This made me think of a few lost in translation misunderstandings I've bumped into in the past...
For instance, when I was on a college trip to Central America, another co-ed and myself somehow got ourselves invited to a live theatrical performance in Costa Rica. The gentleman who invited us worked at a university there, and somehow managed to have good enough references. It was, if I remember correctly, a production of Volpone (I could be wrong about that). At any rate, this gentleman was on something of a mission to prove to foreigners that his country had a world class theater company, and he took us to a show. After the show, he asked how we liked it, and I said that I had loved the show and the acting was so good it almost made up for the fact that I didn't know but a few words of Spanish. This led to him warning me that if I didn't know a word in Spanish, I must not try to bluff my way through by taking an English word and trying to make it sound Spanish. He was very earnest about this. Surprisingly earnest. Finally, he explained why.

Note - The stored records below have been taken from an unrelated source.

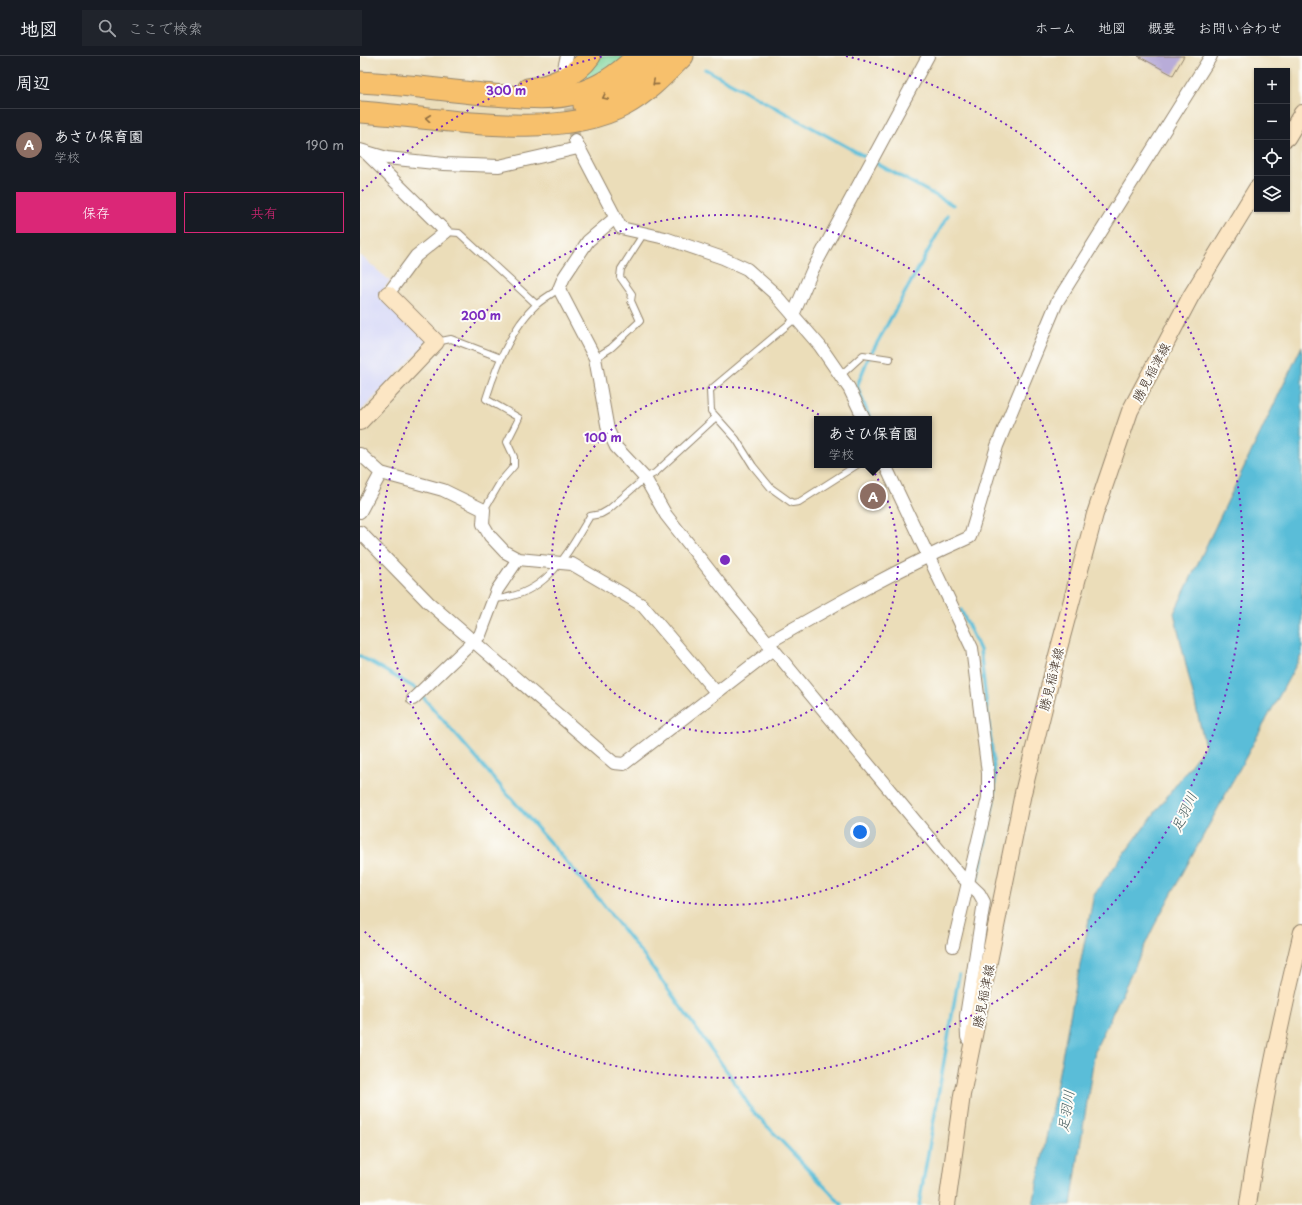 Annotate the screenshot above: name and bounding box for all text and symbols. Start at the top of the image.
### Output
search box [82,10,362,46]
text: 地図 [20,14,58,42]
text: ここで検索 [128,16,203,39]
icon: search [96,17,118,39]
text: ホーム [1035,17,1076,38]
text: 地図 [1098,17,1126,38]
text: 概要 [1148,17,1176,38]
text: お問い合わせ [1198,17,1282,38]
map controls [1254,68,1290,212]
button: + [1254,68,1290,104]
text: 周辺 [16,69,50,95]
one-way arrow [652,79,660,86]
text: 300 m [486,81,526,99]
one-way arrow [601,92,609,100]
button: − [1254,104,1290,140]
one-way arrow [425,114,431,123]
text: あさひ保育園 [54,124,144,147]
text: A [24,135,34,154]
text: 190 m [305,135,344,154]
button: locate [1254,140,1290,176]
text: 学校 [54,147,80,166]
button: layers [1254,176,1290,212]
button: 保存 [16,192,176,233]
button: 共有 [184,192,344,233]
text: 200 m [461,306,501,324]
street label: 勝見稲津線 [1127,338,1175,405]
popup [814,416,932,468]
text: あさひ保育園 [828,421,918,444]
text: 100 m [584,428,622,446]
text: 学校 [828,444,854,463]
pin: A [860,481,886,511]
centre of rings [718,553,732,567]
street label: 勝見稲津線 [1033,644,1068,713]
water label: 足羽川 [1165,788,1202,835]
your location [850,822,870,842]
street label: 勝見稲津線 [967,961,998,1030]
water label: 足羽川 [1052,1089,1079,1133] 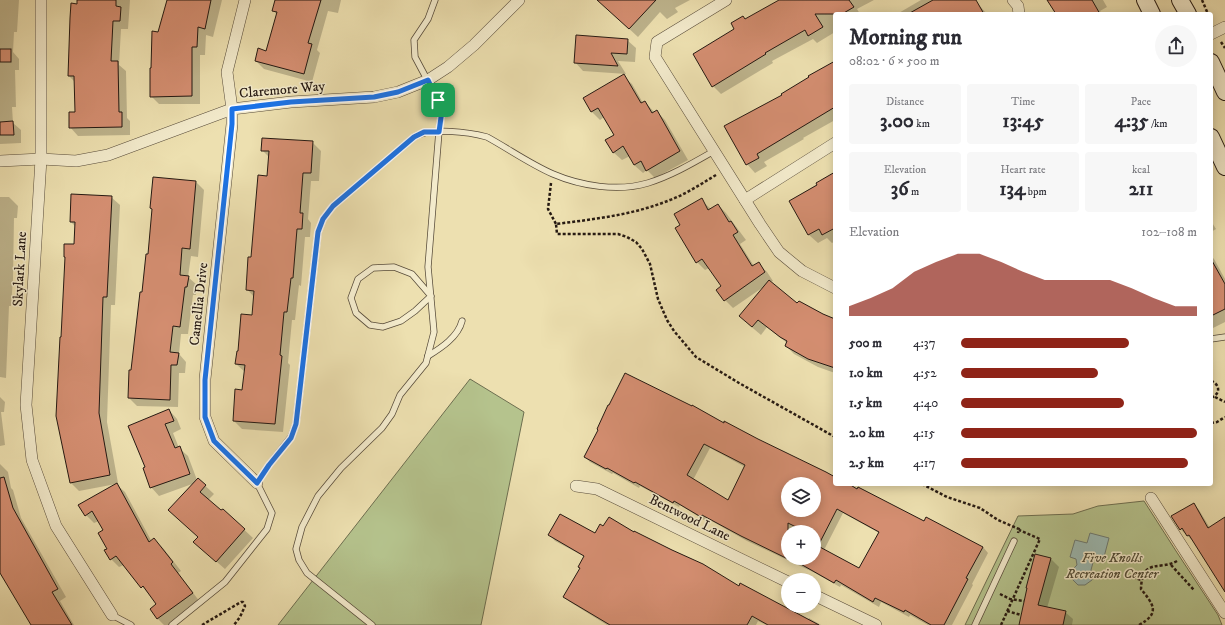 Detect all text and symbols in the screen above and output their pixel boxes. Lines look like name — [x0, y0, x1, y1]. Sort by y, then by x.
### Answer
text: Morning run — [849, 24, 962, 51]
button: share — [1155, 25, 1197, 67]
text: 08:02 · 6 × 500 m — [849, 53, 940, 69]
street label: Claremore Way — [238, 77, 326, 103]
pin — [421, 83, 455, 117]
icon: arrive — [427, 89, 449, 111]
text: Distance — [886, 95, 924, 109]
text: Time — [1011, 95, 1035, 109]
text: Pace — [1131, 95, 1151, 109]
text: 3.00 — [880, 109, 914, 134]
text: 13:45 — [1002, 109, 1044, 134]
text: 4:35 — [1114, 109, 1149, 134]
text: km — [914, 117, 930, 131]
text: /km — [1149, 117, 1168, 131]
text: Elevation — [884, 163, 926, 177]
text: Heart rate — [1000, 163, 1046, 177]
text: kcal — [1132, 163, 1150, 177]
text: 36 — [891, 177, 909, 202]
text: 134 — [999, 177, 1026, 202]
text: 211 — [1129, 177, 1153, 202]
text: m — [909, 185, 919, 199]
text: bpm — [1026, 185, 1047, 199]
text: Elevation — [849, 224, 899, 240]
text: 102–108 m — [1141, 224, 1197, 240]
street label: Skylark Lane — [9, 231, 31, 307]
street label: Camellia Drive — [186, 261, 212, 347]
text: 500 m — [849, 335, 882, 351]
text: 4:37 — [913, 335, 936, 351]
text: 1.0 km — [849, 365, 883, 381]
text: 4:52 — [913, 365, 937, 381]
text: 1.5 km — [849, 395, 882, 411]
text: 4:40 — [913, 395, 938, 411]
text: 2.0 km — [849, 425, 885, 441]
text: 4:15 — [913, 425, 935, 441]
text: 2.5 km — [849, 455, 884, 471]
text: 4:17 — [913, 455, 936, 471]
map controls — [781, 477, 821, 613]
button: layers — [781, 477, 821, 517]
street label: Bentwood Lane — [646, 491, 733, 545]
button: + — [781, 525, 821, 565]
park label: Five Knolls Recreation Center — [1065, 549, 1159, 583]
button: − — [781, 573, 821, 613] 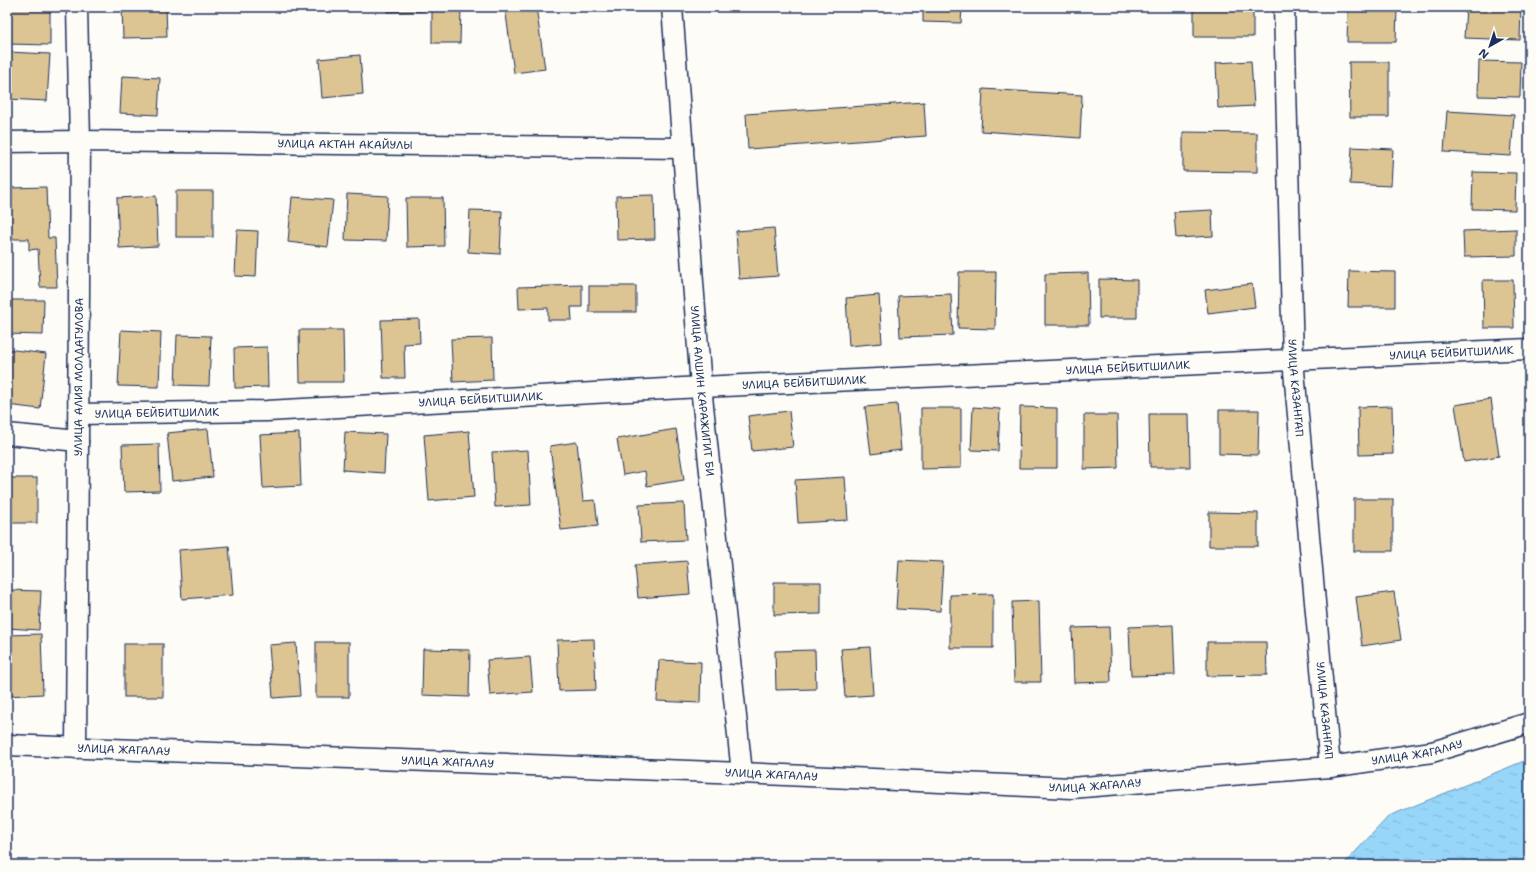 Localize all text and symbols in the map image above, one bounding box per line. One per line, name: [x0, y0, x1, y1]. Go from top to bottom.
north arrow: [1470, 26, 1510, 66]
text: N: [1476, 45, 1492, 62]
street label: УЛИЦА АКТАН АКАЙУЛЫ: [277, 136, 413, 152]
street label: УЛИЦА АЛИЯ МОЛДАГУЛОВА: [70, 298, 86, 456]
street label: УЛИЦА АЛШИН КАРАЖИГИТ БИ: [687, 305, 718, 477]
street label: УЛИЦА КАЗАНГАП: [1285, 339, 1307, 437]
street label: УЛИЦА БЕЙБИТШИЛИК: [1389, 342, 1514, 363]
street label: УЛИЦА БЕЙБИТШИЛИК: [1065, 357, 1190, 378]
street label: УЛИЦА БЕЙБИТШИЛИК: [742, 372, 867, 393]
street label: УЛИЦА БЕЙБИТШИЛИК: [418, 388, 543, 410]
street label: УЛИЦА БЕЙБИТШИЛИК: [95, 404, 219, 421]
street label: УЛИЦА КАЗАНГАП: [1313, 661, 1337, 760]
street label: УЛИЦА ЖАГАЛАУ: [1370, 736, 1464, 768]
street label: УЛИЦА ЖАГАЛАУ: [77, 740, 171, 759]
street label: УЛИЦА ЖАГАЛАУ: [401, 753, 494, 771]
street label: УЛИЦА ЖАГАЛАУ: [725, 765, 818, 784]
street label: УЛИЦА ЖАГАЛАУ: [1048, 775, 1142, 796] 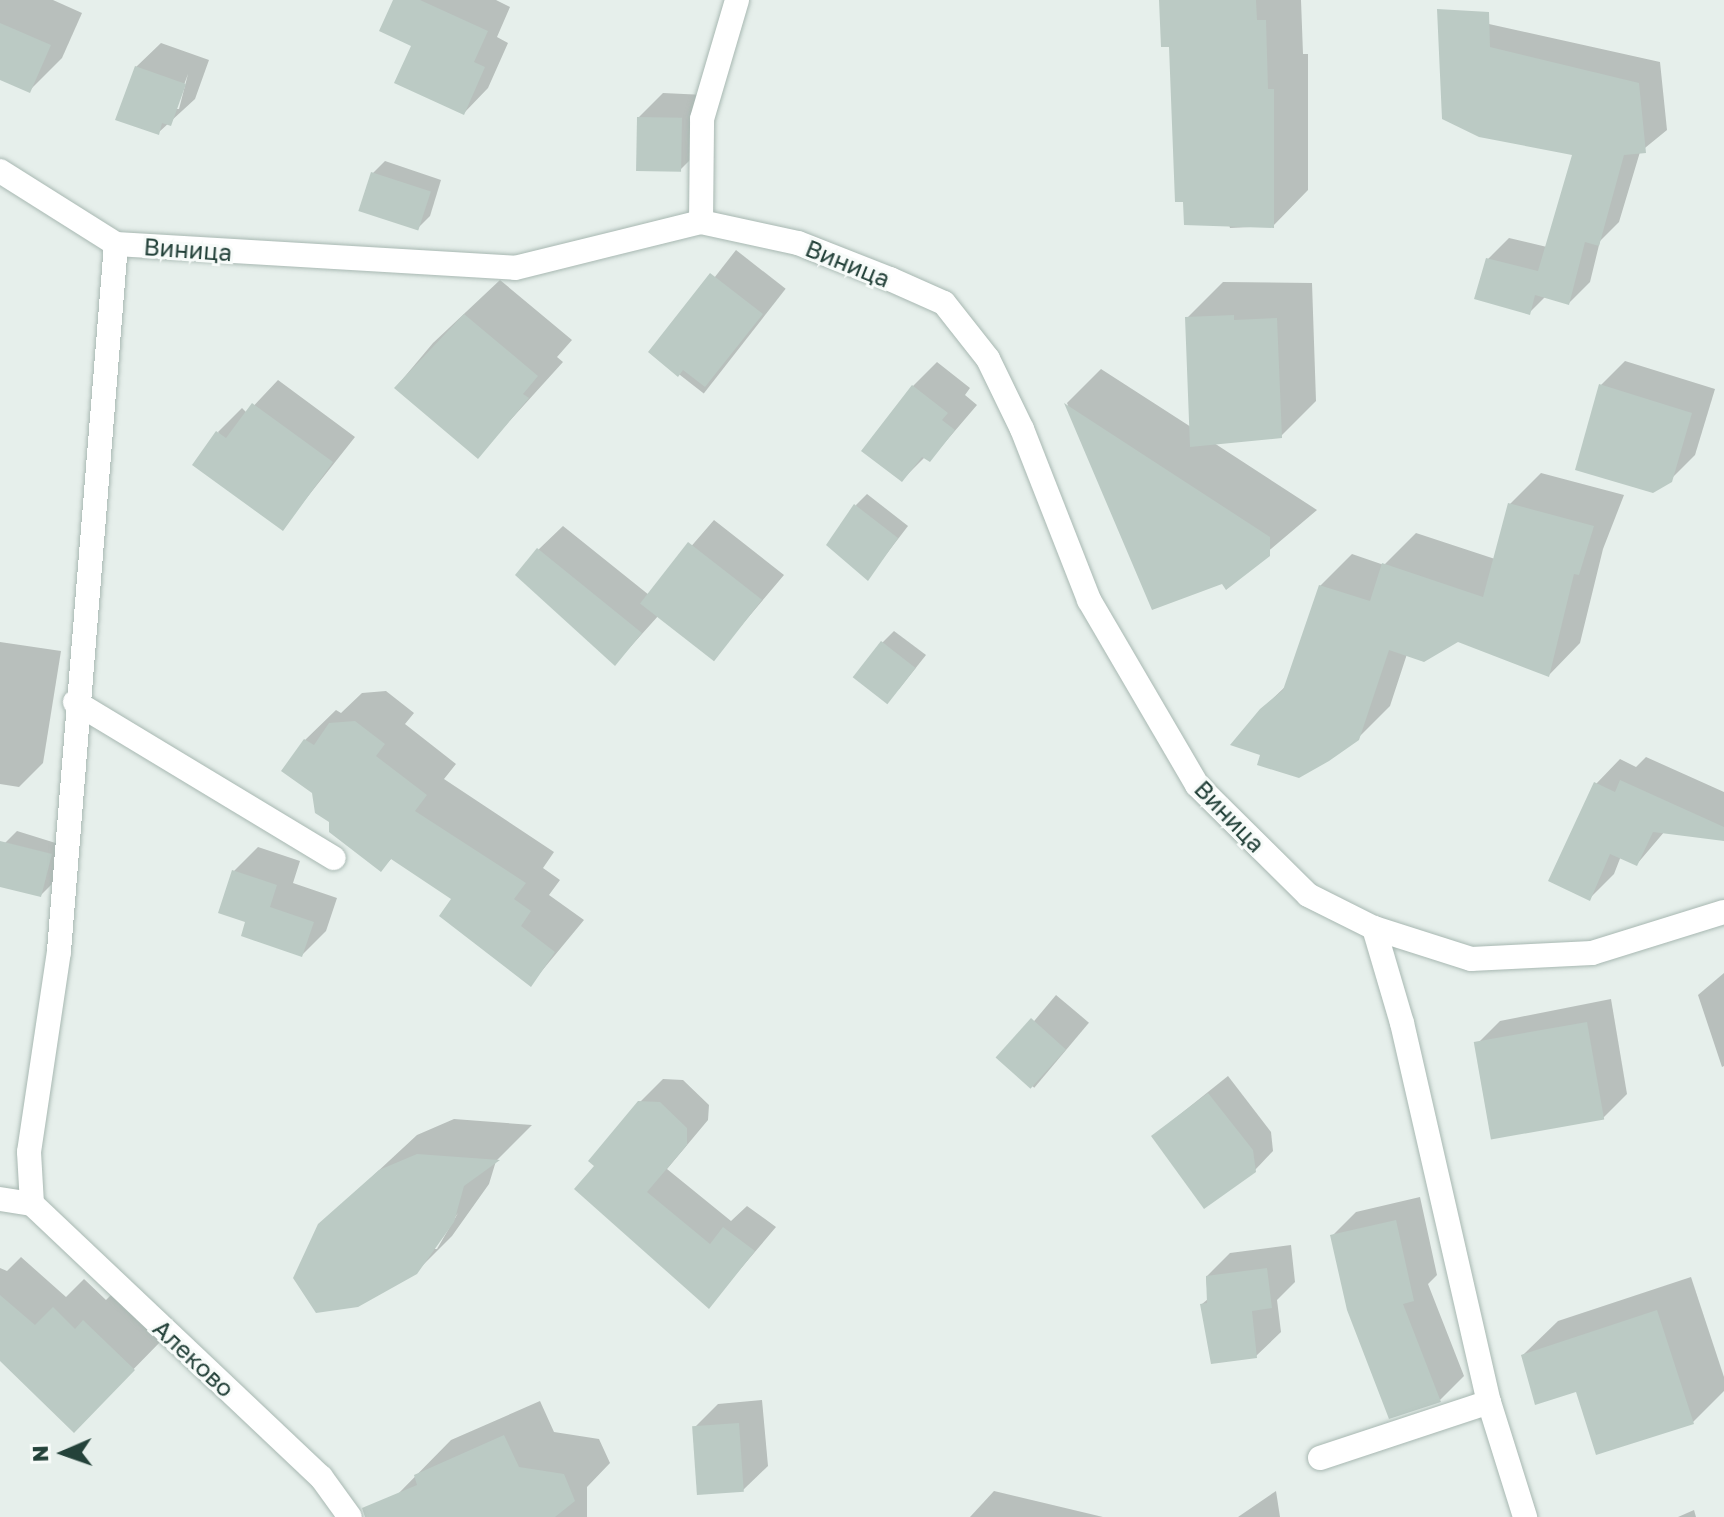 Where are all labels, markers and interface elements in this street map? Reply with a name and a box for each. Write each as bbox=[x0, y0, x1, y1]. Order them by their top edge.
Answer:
street label: Виница bbox=[143, 232, 233, 266]
street label: Виница bbox=[801, 233, 895, 293]
street label: Виница bbox=[1189, 774, 1271, 858]
street label: Алеково bbox=[148, 1313, 240, 1403]
north arrow bbox=[24, 1413, 104, 1493]
text: N bbox=[26, 1445, 53, 1463]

The worst trouble he'd ever gotten into in his life, he said, was when he'd tried to be nice to a visiting lady professor from America. The woman was homesick, and so he spent time with her, and then, one day, invited her to share a home cooked meal with his family. He lived with his mother, I think. At any rate, his mama was in charge of the meal. The visiting lady professor -- trying to express her gratitude for being invited into their home -- told Mama that, really, she was awfully embarrassed about all the attention being paid to her by Mama's son.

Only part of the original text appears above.